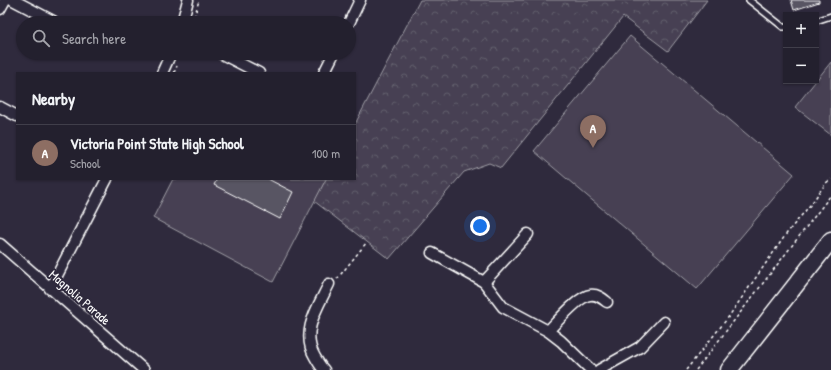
<!DOCTYPE html>
<html lang="en">
<head>
<meta charset="utf-8">
<style>
	body { margin:0; font-family:"Patrick Hand",sans-serif; background:#2b2836; color:#f1f3f6 }
	.controls { position:absolute; right:12px; top:12px; display:grid; overflow:hidden; border-radius:0px; box-shadow:0 1px 3px #0004 }
	.controls button { width:36px; height:36px; display:grid; place-items:center; padding:0; border:0; border-bottom:1px solid #403e4a; background:#23202e; color:#f1f3f6; font:20px sans-serif }
	.you { position:absolute; left:480px; top:226px; width:14px; height:14px; margin:-10px; border:3px solid #fff; border-radius:50%; background:#1a73e8; box-shadow:0 0 0 6px #1a73e833 }
	.badge { display:grid; place-items:center; width:26px; height:26px; border-radius:50%; background:#b45309; color:#fff; font-size:13px; font-weight:700 }
	.pin { position:absolute; translate:-50% -33px; filter:drop-shadow(0 1px 2px #0008) }
	.pin::after { content:''; position:absolute; top:21px; width:14px; height:12px; background:inherit; clip-path:polygon(0 0,100% 0,50% 100%) }
	.list { margin:0; padding:0; list-style:none }
	h2 { display:flex; justify-content:space-between; align-items:center; height:52px; margin:0; padding:0 16px; font-size:17px }
	h2 small { font-size:13px; font-weight:400; color:#a3a3aa }
	.list li { display:grid; grid-template-columns:26px 1fr auto; gap:12px; align-items:center; box-sizing:border-box; height:56px; padding:0 16px; border-top:1px solid #403e4a }
	.list b { display:block; font-size:15px; white-space:nowrap }
	.list p { margin:0; font-size:13px; white-space:nowrap; color:#a3a3aa }
	.list em { font-size:13px; font-style:normal; color:#a3a3aa }
	.icon { flex:none; width:22px; height:22px; fill:none; stroke:currentColor; stroke-width:2; stroke-linecap:round; stroke-linejoin:round }
	.map { position:relative; flex:none; width:831px; height:370px; overflow:hidden }
	.search { position:absolute; background:#23202e; box-shadow:0 1px 3px #0004; left:16px; top:16px; width:340px; height:44px; display:flex; align-items:center; gap:10px; box-sizing:border-box; padding:0 14px; border-radius:22px; color:#a3a3aa; font-size:15px }
	.panel { position:absolute; background:#23202e; box-shadow:0 1px 3px #0004; left:16px; top:72px; width:340px; height:108px; border-radius:0px }
	.map>svg:first-child { display:block }
	.forest { fill:url(#forest-crowns); stroke:#a2a0a8 }
	.park { fill:#464152; stroke:#a2a0a8 }
	.building { fill:#595564; stroke:#fff }
	.lines { fill:none; stroke-linecap:round; stroke-linejoin:round }
	.service-casing { stroke:#fff; stroke-width:8 }
	.minor-casing { stroke:#fff; stroke-width:13 }
	.trunk-casing { stroke:#fff; stroke-width:19 }
	.path { stroke:#fff; stroke-width:1.5; stroke-dasharray:3 3; stroke-linecap:butt }
	.service { stroke:#2f2a3d; stroke-width:5 }
	.minor { stroke:#2f2a3d; stroke-width:10 }
	.trunk { stroke:#2f2a3d; stroke-width:16 }
	.labels { text-anchor:middle; stroke-width:4; stroke-linejoin:round; paint-order:stroke }
	.street-label { font-size:13px; fill:#fff; stroke:#2f2a3d }
</style>
</head>
<body>
<div class="map">
<svg width="831" height="370" viewBox="0 0 831 370">
	<defs>
		<pattern id="forest-crowns" width="20" height="18" patternUnits="userSpaceOnUse"><rect width="20" height="18" fill="#464152"/><path d="M2 6a3 3 0 1 1 6 0M12 15a3 3 0 1 1 6 0" fill="none" stroke="#625e6c"/></pattern>
	</defs>
	<rect width="100%" height="100%" fill="#2f2a3d"/>
	<filter id="ink" filterUnits="userSpaceOnUse"><feTurbulence type="fractalNoise" baseFrequency=".025" numOctaves="2"/><feDisplacementMap in="SourceGraphic" scale="8" xChannelSelector="R" yChannelSelector="G"/><feConvolveMatrix kernelMatrix="1 2 1 2 8 2 1 2 1" color-interpolation-filters="sRGB"/></filter>
	<g filter="url(#ink)">
		<polygon class="forest" points="420,0 707,0 668,51 623,17 501,168 489,163 464,172 389,259 314,201 326,179 355,179 355,124"/>
		<g class="park">
			<polygon points="630,36 794,174 697,289 534,151"/>
			<polygon points="831,62 831,135 795,107"/>
			<polygon points="173,179 326,179 273,282 153,218"/>
		</g>
		<g class="building">
			<polygon points="791,0 819,0 819,2 794,10"/>
			<polygon points="217,179 268,179 293,192 280,219 214,185"/>
		</g>
		<g class="lines">
			<g class="service-casing">
				<g id="service">
					<polyline points="749,0 783,27 786,27"/>
					<polyline points="816,21 831,16"/>
				</g>
			</g>
			<g class="minor-casing">
				<g id="minor">
					<polyline points="13,0 53,21"/>
					<polyline points="0,9 5,0"/>
					<polyline points="182,23 188,0"/>
					<polyline points="349,23 360,0"/>
					<polyline points="220,53 259,73"/>
					<polyline points="162,73 171,53"/>
					<polyline points="324,73 334,53"/>
					<polyline points="0,107 17,116"/>
					<polyline points="0,244 144,370"/>
					<polyline points="432,253 484,282 503,307 548,331 561,341 591,370"/>
					<polyline points="484,282 528,234"/>
					<polyline points="50,289 107,179"/>
					<path d="M548,331C557,322 579,296 590,295C597,294 602,298 607,302"/>
					<path d="M324,370C320,366 318,362 315,357C300,332 318,307 329,284"/>
					<polyline points="599,370 640,347 664,322"/>
				</g>
			</g>
			<g class="trunk-casing">
				<polyline id="trunk" points="729,370 831,240"/>
			</g>
			<g class="path">
				<polyline points="195,23 195,15 199,0"/>
				<polyline points="174,73 177,66"/>
				<polyline points="337,279 367,242"/>
				<polyline points="65,282 68,290"/>
				<polyline points="686,370 727,319 787,233 811,204 826,183 831,179"/>
				<polyline points="696,370 831,195"/>
			</g>
			<use href="#service" class="service"/>
			<use href="#minor" class="minor"/>
			<use href="#trunk" class="trunk"/>
		</g>
	</g>
	<g class="labels">
		<g class="street-label">
			<text transform="translate(80 297) rotate(41)" y="5">Magnolia Parade</text>
		</g>
	</g>
</svg>
<div class="controls">
<button>+</button>
<button>−</button>
</div>
<div class="you"></div>
<div class="pin badge" style="left:593px;top:148px;background:#8d6e63">A</div>
<div class="search"><svg class="icon" aria-label="search" viewBox="0 0 24 24"><circle cx="10" cy="10" r="6"/><path d="M15 15l6 6"/></svg>Search here</div>
<section class="panel">
<h2>Nearby<small></small></h2>
<ul class="list">
<li><span class="badge" style="background:#8d6e63">A</span><div><b>Victoria Point State High School</b><p>School</p></div><em>100 m</em></li>
</ul>
</section>
</div>
</body>
</html>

**EXERCISE DESCRIPTION**
Find the word "sans" in the entries above. Copy every line that has it.

**TASK SOLUTION**
	body { margin:0; font-family:"Patrick Hand",sans-serif; background:#2b2836; color:#f1f3f6 }
	.controls button { width:36px; height:36px; display:grid; place-items:center; padding:0; border:0; border-bottom:1px solid #403e4a; background:#23202e; color:#f1f3f6; font:20px sans-serif }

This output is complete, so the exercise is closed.